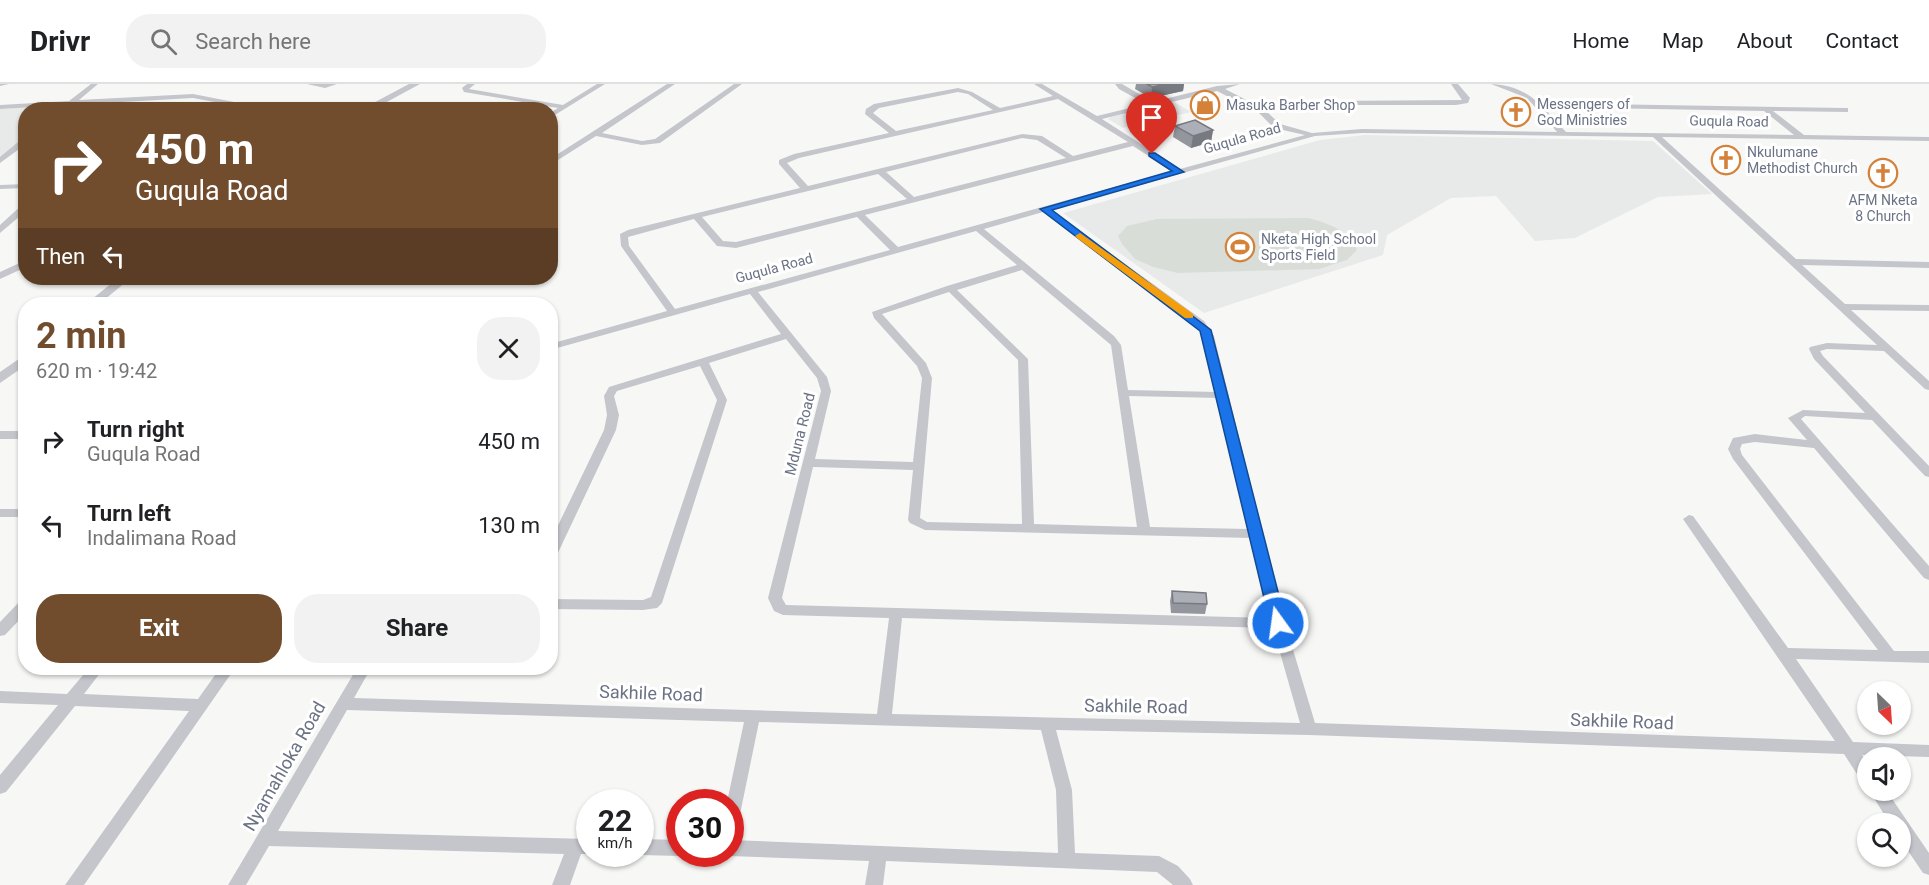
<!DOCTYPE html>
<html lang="en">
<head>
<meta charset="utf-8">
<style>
	body { margin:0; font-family:Roboto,sans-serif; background:#f2f2f2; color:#202124; height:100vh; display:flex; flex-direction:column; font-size:22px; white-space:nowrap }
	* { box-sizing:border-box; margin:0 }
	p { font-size:20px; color:#757577 }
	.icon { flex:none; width:33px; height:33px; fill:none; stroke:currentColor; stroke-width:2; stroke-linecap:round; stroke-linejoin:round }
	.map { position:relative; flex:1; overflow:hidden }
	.panel { position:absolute; left:18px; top:213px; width:540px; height:378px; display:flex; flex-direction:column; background:#fff; border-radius:24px; box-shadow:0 2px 4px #0004 }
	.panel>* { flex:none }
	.hud { position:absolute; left:18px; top:18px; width:540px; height:183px; border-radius:24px; box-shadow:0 2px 4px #0004; background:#714d2e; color:#fff; overflow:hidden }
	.needle { width:39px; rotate:155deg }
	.buttons { position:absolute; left:1857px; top:597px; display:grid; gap:12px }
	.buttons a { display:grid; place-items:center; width:54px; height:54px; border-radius:50%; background:#fff; box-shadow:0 2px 4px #0004; font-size:30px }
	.speed { position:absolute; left:576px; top:705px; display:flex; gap:12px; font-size:30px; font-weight:700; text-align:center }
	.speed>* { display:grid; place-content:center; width:78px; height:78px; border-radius:50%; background:#fff; box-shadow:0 2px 4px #0004; line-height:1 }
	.speed small { font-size:15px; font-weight:400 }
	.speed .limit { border:9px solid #d22; background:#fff; color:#111 }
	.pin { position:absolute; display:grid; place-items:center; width:51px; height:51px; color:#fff; margin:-62px -26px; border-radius:50% 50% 50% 0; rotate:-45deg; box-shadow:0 0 6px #0007 }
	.pin .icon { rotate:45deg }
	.me { position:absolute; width:66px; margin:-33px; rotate:346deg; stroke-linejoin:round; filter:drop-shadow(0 0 4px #0008) }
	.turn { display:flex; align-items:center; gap:21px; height:126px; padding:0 18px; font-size:27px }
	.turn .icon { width:78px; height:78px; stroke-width:2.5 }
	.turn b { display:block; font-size:42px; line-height:51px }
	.then { display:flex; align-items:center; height:57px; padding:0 18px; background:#0003; gap:12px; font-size:22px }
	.round { display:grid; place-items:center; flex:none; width:63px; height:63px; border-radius:24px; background:#f2f2f2 }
	.head { display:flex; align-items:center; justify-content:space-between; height:102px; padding:0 18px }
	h1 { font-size:36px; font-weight:700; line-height:45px; color:#714d2e }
	.button { display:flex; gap:12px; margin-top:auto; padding:12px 18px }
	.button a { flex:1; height:69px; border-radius:24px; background:#714d2e; color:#fff; font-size:24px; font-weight:700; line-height:69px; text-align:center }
	.button a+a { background:#f2f2f2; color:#202124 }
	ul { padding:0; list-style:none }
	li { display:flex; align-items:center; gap:18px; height:84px; padding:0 18px }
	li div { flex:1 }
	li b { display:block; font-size:22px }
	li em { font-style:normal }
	header { display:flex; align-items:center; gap:36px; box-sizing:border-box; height:84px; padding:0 30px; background:#fff; border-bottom:2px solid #e0e0e0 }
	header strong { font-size:28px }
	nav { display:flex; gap:33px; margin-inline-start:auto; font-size:21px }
	.search { width:420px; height:54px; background:#f2f2f2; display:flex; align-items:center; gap:15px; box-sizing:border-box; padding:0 21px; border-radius:24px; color:#757577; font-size:22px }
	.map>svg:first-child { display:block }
</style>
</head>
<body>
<header>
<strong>Drivr</strong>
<div class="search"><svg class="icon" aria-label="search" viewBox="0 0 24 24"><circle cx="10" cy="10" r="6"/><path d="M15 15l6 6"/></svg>Search here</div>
<nav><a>Home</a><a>Map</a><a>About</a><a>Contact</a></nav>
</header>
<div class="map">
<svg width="1929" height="801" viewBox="0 0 1929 801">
	<rect width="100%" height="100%" fill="#f7f8f6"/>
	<!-- built -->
	<path fill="#e8e9e9" d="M1174 18 1191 28 1123 44 1108 35 1111 33Z
		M68 21 63 25 26 26 25 55 0 75V25Z
		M1365 51 1653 57 1712 110 1658 113 1575 154 1535 157 1496 112 1451 114 1387 151 1383 171 1204 229 1063 129 1320 56Z"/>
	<!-- green -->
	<path fill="#d8ded7" d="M1309 134C1329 140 1348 146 1357 166L1347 176 1319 185 1178 189 1153 183 1135 175 1122 160 1118 152 1127 142 1157 135Z"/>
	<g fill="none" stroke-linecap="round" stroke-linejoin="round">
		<!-- minor -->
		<path fill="#c4c6cb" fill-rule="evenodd" d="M0 0H9L0 2Z
			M91 0H98L79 16 193 10 275 26H257L193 14 0 25V21L69 17Z
			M307 0H337L325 4Z
			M467 0H475L469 5 563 21 597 0H605L550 34V29L558 24 464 8 462 4Z
			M667 0H675L602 49 642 57 655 55 734 0H742L660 59 642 61 596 52 550 81V75Z
			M1034 0H1042L1097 32 1146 20 1119 5 1115 0H1122L1153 18 1217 2 1240 0 1225 5 1262 24 1326 17 1462 16 1451 0H1458L1470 14 1468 19 1456 21H1326L1267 28 1280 40 1312 49 1362 45 1557 48 1527 14 1491 0C1507 0 1527 7 1538 19L1845 24H1848V28L1773 27 1804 51 1929 53V57L1662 53 1796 175 1929 178V184L1802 181 1845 220 1929 221V227L1851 226 1929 297V306L1925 305 1884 267 1827 265 1820 267 1823 272 1929 382V393L1925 392 1872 336 1805 332 1801 335 1929 482V496L1924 494 1814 364 1755 358 1742 360 1740 365 1742 371 1894 567H1929V579L1796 575 1853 658 1929 661V673L1862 671 1868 679V700L1862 698 1844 670 1309 651 1056 646 1072 706 1075 769 1159 772 1178 782 1190 795 1193 801H1173L1157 788 886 777 883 801H865L869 777 730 772 724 770H730V756L1058 769 1056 706 1041 646 759 638 738 740 736 745 730 747V718H727L744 638 347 626 278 747 590 755V770H593H581L570 801H552L564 770 269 762 246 801H228L357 584H371L354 614 877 630 889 534 783 531 774 527 768 514 821 307 817 294 786 255 709 279 727 316 662 519 657 524 643 526 550 525V515L643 516 651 513 717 316 700 282 617 307 614 312 619 331 616 346 556 473 550 477V458L604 346 607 331 604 312 609 303 781 250 750 210 550 266V260L667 227 621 162 620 150 628 146 800 104 779 80V76L794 70 889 49 865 30 866 25 874 20 958 4 972 8 1000 24 1053 12ZM1217 7 1258 28 1274 44 1305 51 1180 85 1102 35ZM958 8 968 10 993 26 896 47 873 29 879 24ZM1058 15 1128 58 1073 72 1042 52 1022 50 808 102 787 79 799 74ZM1543 23 1764 27 1794 51 1566 48ZM1362 49 1653 53 1877 261 1827 259 1810 263 1809 265 1814 275 1865 329 1803 326 1788 334 1807 356 1755 350 1733 354 1728 365 1733 375 1878 566 1788 564 1693 432 1689 431 1683 435 1835 657 1315 639 1285 539 1214 252 1204 237 1051 126 1315 52ZM1022 54 1037 56 1066 74 914 113 886 88ZM1133 62 1172 87 898 163 865 131ZM878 90 907 115 736 158 723 157 702 133ZM1043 128 1196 241 1204 252 1217 308 1128 306 1121 261 1114 252 984 145ZM857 133 890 166 675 225 629 162 628 153 694 135 717 162 736 164ZM976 147 1017 181 947 202 872 228 874 234 917 282 922 294 913 378 815 375 831 307 827 293 758 208ZM1022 186 1111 261 1137 443 1034 440 1028 275 957 206ZM949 208 1018 276 1022 440 927 438 920 434 932 294 926 279 882 230ZM1129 312 1219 314 1249 445 1150 443ZM813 383 913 386 908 436 910 439 925 446 1251 454 1270 534 786 521 782 514ZM902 534 1273 544 1300 639 892 630Z
			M23 54H26V60L0 79V73Z
			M26 100V104L0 105V101Z
			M23 120H26V127L0 149V141Z
			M26 176V183L0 195V188Z
			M0 347H26V355H0Z
			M0 425H26V433H0Z
			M26 515V529L5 551 0 552V538L21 516Z
			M89 584H104L84 610 198 615 220 584H235L84 801H65L189 627 75 622 6 708 0 710V691L58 621 0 619V607L67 610Z
			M1869 706H1886L1929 769V791L1923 789 1900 755V740H1890Z
			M640 755 680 756V770H686L680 772 640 771 637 770H640Z"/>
		<!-- tertiary -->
		<path fill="#c4c6cb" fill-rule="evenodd" d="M409 0H420L372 26H360Z
			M118 194H131L99 220H86Z
			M26 270V281L0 299V288Z"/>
	</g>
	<!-- wall -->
	<path fill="#94969e" d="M1136 0H1184L1183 7 1151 14 1135 5Z
		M1175 42 1213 46 1211 58 1191 64 1173 53Z
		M1172 507 1207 520 1205 530 1171 529 1170 517Z"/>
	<!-- shaded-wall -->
	<path fill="#787a81" d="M1166 0H1184L1183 7 1151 14 1152 3Z
		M1213 46 1211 58 1191 64 1193 52Z"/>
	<!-- building -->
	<path fill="#acafb8" stroke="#787a81" stroke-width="1.5" d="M1147 0H1166L1152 3Z
		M1195 36 1213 46 1193 52 1175 42Z
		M1172 507 1206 509 1207 520 1173 519Z"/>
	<!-- route -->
	<path fill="#1a73e8" stroke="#114b97" stroke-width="1.5" d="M1149 69H1155L1184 88 1052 126 1211 246 1286 539 1284 543H1273L1270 539 1200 247 1040 125 1172 87 1149 72Z"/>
	<!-- slow -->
	<path fill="#f59e0b" d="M1080 149 1193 230V234H1185L1077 154 1075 152Z"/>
	<!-- icons -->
	<defs>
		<g id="shop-ring" transform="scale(1.5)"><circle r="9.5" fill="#fff" stroke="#d4823a" stroke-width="1.5"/><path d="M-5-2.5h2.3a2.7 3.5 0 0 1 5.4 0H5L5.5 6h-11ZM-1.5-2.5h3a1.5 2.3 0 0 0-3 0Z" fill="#d4823a"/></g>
		<g id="church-ring" transform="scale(1.5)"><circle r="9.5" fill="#fff" stroke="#d4823a" stroke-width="1.5"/><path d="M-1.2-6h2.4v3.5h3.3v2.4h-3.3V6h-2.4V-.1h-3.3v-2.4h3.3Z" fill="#d4823a"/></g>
		<g id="stadium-ring" transform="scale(1.5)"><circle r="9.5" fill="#fff" stroke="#d4823a" stroke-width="1.5"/><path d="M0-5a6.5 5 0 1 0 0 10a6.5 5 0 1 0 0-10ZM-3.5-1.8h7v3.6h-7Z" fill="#d4823a"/></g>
	</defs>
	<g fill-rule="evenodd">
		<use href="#shop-ring" x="1205" y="21"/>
		<use href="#church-ring" x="1516" y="28"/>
		<use href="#church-ring" x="1726" y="76"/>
		<use href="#church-ring" x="1883" y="89"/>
		<use href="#stadium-ring" x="1240" y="163"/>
	</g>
	<g text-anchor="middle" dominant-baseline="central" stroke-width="6" stroke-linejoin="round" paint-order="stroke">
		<!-- far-poi labels -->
		<g font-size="14" fill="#6a7284" stroke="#fff" text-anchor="start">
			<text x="1537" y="20">Messengers of<tspan x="1537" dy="16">God Ministries</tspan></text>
			<text x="1226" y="21">Masuka Barber Shop</text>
			<text x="1747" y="68">Nkulumane<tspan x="1747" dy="16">Methodist Church</tspan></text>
			<text x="1883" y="116" text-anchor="middle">AFM Nketa<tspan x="1883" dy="16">8 Church</tspan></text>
			<text x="1261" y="155">Nketa High School<tspan x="1261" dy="16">Sports Field</tspan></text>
		</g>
		<!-- far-street labels -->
		<g font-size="14" fill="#6a7284" stroke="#fff">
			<text transform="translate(1729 37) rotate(1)">Guqula Road</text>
			<text transform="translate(1242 54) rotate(-16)">Guqula Road</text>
			<text transform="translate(774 184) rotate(-15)">Guqula Road</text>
		</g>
		<!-- street labels -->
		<g font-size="15" fill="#6a7284" stroke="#fff">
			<text transform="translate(800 350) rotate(-76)">Mduna Road</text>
		</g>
		<!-- near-street labels -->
		<g font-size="18" fill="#6a7284" stroke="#fff">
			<text transform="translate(651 609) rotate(2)">Sakhile Road</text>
			<text transform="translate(1136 622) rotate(1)">Sakhile Road</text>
			<text transform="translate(1622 637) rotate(2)">Sakhile Road</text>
			<text transform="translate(284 682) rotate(-60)">Nyamahloka Road</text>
		</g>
	</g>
</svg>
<div class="buttons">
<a><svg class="needle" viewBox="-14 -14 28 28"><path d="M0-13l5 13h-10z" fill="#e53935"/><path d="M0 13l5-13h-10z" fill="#757577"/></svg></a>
<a><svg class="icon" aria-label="sound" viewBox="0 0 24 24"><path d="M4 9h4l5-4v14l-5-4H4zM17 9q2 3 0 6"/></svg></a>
<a><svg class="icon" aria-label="search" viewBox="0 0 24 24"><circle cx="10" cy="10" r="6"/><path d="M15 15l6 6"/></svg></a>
</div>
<div class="speed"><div>22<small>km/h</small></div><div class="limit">30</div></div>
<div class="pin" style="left:1152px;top:70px;background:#d93025"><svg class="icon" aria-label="arrive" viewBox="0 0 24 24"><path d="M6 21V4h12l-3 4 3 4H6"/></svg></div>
<svg class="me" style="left:1278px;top:539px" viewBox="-20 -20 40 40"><circle r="17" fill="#1a73e8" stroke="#fff" stroke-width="3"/><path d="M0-11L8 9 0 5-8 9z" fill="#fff"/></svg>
<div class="hud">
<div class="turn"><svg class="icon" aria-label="right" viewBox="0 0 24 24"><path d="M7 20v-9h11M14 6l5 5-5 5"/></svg><div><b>450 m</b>Guqula Road</div></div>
<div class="then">Then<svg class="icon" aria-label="left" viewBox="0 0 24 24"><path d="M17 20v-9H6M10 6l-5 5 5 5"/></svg></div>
</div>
<section class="panel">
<div class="head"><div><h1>2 min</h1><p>620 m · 19:42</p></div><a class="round"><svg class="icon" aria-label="close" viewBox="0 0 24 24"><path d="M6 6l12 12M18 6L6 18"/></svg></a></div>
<ul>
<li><svg class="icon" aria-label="right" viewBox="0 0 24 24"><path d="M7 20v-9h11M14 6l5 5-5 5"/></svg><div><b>Turn right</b><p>Guqula Road</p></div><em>450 m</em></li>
<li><svg class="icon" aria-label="left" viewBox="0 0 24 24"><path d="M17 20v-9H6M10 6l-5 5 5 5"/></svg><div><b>Turn left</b><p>Indalimana Road</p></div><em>130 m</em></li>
</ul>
<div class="button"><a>Exit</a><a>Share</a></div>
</section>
</div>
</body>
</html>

○ ○ ○

**Prompt**
What this exercise asks for is every line of the data above with the word "position".

**Answer area**
	.map { position:relative; flex:1; overflow:hidden }
	.panel { position:absolute; left:18px; top:213px; width:540px; height:378px; display:flex; flex-direction:column; background:#fff; border-radius:24px; box-shadow:0 2px 4px #0004 }
	.hud { position:absolute; left:18px; top:18px; width:540px; height:183px; border-radius:24px; box-shadow:0 2px 4px #0004; background:#714d2e; color:#fff; overflow:hidden }
	.buttons { position:absolute; left:1857px; top:597px; display:grid; gap:12px }
	.speed { position:absolute; left:576px; top:705px; display:flex; gap:12px; font-size:30px; font-weight:700; text-align:center }
	.pin { position:absolute; display:grid; place-items:center; width:51px; height:51px; color:#fff; margin:-62px -26px; border-radius:50% 50% 50% 0; rotate:-45deg; box-shadow:0 0 6px #0007 }
	.me { position:absolute; width:66px; margin:-33px; rotate:346deg; stroke-linejoin:round; filter:drop-shadow(0 0 4px #0008) }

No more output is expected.